Portugal eases COVID-19 curbs, reopens museums, cafes, schools
A man trains in a gym on the first day of the reopening of gyms after a countrywide lockdown, amid the coronavirus disease (COVID-19) pandemic, Lisbon, Portugal, April 5, 2021. (REUTERS Photo)


Portugal Monday reopened museums, cafe terraces and secondary schools nearly two months after tight COVID-19 curbs following a wave of cases early this year.

There was an explosion of cases following Christmas and New Year festivities that led to overstretched hospitals, forcing the government to impose a general lockdown in the middle of January and closing schools a week later.

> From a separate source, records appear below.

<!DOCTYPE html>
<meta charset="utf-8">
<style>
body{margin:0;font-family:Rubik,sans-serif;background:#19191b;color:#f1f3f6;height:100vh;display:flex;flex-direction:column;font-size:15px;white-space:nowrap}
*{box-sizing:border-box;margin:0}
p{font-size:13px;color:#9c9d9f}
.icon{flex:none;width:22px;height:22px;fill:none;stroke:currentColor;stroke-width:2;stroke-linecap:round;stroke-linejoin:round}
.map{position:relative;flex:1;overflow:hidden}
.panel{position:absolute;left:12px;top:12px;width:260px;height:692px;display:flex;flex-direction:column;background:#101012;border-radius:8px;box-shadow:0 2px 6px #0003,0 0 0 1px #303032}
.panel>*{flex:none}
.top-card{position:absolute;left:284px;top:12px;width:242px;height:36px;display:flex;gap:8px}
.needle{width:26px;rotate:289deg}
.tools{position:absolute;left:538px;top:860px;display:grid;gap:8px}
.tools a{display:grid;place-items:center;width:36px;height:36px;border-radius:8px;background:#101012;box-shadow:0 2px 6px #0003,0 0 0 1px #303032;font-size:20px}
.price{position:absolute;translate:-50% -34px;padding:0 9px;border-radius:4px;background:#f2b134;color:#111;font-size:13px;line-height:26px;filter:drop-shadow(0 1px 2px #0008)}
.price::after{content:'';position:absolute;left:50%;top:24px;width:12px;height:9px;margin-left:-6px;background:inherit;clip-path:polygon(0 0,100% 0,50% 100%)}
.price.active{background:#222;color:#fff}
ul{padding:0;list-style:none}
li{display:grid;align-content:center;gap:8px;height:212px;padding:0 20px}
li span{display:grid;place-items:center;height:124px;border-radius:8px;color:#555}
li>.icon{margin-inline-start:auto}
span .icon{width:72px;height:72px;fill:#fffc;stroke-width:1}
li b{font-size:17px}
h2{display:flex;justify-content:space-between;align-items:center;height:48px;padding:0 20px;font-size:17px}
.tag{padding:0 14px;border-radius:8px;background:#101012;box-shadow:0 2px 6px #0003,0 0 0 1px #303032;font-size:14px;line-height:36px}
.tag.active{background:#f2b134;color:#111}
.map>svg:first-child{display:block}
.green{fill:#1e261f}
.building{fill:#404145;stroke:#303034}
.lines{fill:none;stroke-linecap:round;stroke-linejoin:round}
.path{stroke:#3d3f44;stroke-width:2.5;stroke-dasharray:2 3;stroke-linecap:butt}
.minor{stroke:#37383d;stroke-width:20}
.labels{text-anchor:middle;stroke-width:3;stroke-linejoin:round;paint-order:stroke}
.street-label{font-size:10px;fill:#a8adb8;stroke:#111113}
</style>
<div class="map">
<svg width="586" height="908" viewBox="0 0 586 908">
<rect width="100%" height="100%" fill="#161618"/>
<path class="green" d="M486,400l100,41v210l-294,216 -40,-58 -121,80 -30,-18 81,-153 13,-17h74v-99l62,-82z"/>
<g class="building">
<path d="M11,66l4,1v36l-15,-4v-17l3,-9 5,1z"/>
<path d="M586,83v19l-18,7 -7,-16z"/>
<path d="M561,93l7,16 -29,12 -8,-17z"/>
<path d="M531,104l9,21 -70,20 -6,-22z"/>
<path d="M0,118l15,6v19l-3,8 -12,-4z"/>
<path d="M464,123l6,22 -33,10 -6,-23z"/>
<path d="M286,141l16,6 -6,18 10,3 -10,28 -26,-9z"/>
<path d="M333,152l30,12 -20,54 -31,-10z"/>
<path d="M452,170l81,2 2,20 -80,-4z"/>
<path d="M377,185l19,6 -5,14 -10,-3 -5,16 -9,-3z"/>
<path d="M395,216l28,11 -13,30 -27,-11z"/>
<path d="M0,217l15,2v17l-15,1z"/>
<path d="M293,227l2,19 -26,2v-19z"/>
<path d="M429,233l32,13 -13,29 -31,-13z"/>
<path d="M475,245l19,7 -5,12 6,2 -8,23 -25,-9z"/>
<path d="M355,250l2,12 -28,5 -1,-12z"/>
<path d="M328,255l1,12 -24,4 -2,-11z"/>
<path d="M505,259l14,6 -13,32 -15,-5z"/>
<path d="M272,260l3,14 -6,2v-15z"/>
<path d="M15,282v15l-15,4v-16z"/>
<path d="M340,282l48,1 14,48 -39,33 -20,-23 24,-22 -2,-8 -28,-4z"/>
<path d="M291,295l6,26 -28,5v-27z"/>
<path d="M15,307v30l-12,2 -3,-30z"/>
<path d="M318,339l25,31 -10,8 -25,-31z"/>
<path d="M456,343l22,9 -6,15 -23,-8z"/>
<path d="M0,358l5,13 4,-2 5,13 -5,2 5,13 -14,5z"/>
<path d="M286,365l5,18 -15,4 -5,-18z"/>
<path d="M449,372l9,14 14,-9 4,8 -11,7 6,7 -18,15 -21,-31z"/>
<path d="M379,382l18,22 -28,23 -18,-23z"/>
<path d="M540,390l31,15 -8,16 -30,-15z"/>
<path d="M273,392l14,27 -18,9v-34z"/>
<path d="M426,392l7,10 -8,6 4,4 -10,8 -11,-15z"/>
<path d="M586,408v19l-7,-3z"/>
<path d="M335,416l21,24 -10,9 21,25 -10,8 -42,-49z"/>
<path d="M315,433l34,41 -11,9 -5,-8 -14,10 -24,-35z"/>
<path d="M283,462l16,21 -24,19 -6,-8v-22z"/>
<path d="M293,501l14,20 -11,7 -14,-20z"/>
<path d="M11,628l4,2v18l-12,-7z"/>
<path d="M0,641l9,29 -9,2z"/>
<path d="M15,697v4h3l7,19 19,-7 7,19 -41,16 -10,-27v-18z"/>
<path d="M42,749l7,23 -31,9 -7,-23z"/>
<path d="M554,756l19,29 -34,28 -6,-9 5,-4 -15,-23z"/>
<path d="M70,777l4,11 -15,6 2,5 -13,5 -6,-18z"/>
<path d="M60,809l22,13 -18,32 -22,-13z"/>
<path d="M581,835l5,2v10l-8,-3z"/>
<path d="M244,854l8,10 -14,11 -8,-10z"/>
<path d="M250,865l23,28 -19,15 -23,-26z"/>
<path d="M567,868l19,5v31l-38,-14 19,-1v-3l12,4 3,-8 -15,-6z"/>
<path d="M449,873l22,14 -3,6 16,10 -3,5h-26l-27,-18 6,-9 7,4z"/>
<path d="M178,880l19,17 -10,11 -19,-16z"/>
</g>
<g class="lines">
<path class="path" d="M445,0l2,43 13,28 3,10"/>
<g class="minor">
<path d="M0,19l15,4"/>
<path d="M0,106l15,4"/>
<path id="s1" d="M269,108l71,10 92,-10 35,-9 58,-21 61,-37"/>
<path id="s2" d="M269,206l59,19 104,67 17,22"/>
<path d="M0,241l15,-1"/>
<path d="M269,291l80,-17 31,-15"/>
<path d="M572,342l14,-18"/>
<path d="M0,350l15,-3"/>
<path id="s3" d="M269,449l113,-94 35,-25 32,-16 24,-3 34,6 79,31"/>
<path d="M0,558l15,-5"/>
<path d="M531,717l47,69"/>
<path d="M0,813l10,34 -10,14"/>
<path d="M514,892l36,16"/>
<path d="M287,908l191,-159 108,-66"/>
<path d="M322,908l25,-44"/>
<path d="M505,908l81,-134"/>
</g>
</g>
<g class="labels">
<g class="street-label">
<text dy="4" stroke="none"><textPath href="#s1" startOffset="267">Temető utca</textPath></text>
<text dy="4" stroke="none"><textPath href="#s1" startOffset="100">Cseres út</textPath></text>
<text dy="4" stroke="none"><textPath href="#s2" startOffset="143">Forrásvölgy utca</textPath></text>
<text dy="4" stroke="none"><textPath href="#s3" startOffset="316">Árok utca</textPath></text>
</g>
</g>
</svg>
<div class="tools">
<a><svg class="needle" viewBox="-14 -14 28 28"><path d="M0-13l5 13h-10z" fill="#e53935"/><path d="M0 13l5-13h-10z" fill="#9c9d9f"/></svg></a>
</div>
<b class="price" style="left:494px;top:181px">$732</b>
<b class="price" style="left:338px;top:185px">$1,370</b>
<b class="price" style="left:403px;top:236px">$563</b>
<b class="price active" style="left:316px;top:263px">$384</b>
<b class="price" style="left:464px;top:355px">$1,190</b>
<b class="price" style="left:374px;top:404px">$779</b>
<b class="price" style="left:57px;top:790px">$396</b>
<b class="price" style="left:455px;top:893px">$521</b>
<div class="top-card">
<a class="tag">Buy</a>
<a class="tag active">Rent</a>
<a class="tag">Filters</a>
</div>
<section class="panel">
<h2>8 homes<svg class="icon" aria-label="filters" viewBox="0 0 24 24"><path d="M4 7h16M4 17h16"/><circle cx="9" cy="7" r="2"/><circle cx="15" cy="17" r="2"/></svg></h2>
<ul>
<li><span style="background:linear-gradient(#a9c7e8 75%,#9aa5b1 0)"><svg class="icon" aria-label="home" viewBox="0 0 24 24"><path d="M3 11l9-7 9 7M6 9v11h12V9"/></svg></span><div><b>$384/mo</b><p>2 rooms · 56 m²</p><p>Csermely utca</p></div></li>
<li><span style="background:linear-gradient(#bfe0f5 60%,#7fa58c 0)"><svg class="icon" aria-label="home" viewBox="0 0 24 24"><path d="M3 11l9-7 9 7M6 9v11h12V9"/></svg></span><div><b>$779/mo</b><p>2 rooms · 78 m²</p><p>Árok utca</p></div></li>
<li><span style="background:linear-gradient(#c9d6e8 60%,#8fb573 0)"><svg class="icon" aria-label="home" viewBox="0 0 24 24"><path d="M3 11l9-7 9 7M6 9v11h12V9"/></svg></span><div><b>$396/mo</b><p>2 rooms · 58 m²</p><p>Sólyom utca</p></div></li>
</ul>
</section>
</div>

There have been nearly 16,900 coronavirus deaths and 823,335 cases so far, according to an official tally Sunday.

Primary schools reopened on March 15.

Monday's easing comes with some guidelines. Only four people will be able to sit together at a table in cafe terraces while museums can change their opening hours.

Group training sessions at gyms and sports venues remain banned.

"We are expecting very few visitors" due to the paucity of foreign tourists, Antonio Nunes Pereira, director of the Palace of Pena in Sintra, outside Lisbon, told Agence France-Presse (AFP).

"We expect a return to normal next summer ... when the vaccination process advances in Europe," he said.

The museum is one of Portugal's most visited sites and drew over two million visitors in 2019, where 85% of them were foreigners.

The government has launched mass COVID-19 tests and started vaccinating teachers. It plans to start reopening high schools, universities, auditoriums and concert halls later this month, and restaurants in May.

The situation is being reviewed every two weeks and the government can tighten restrictions in municipalities with a high number of cases.

Portugal has suspended flights with Brazil and the United Kingdom to ward off the new variants that emerged in those countries, and also tightened controls on the land border with Spain.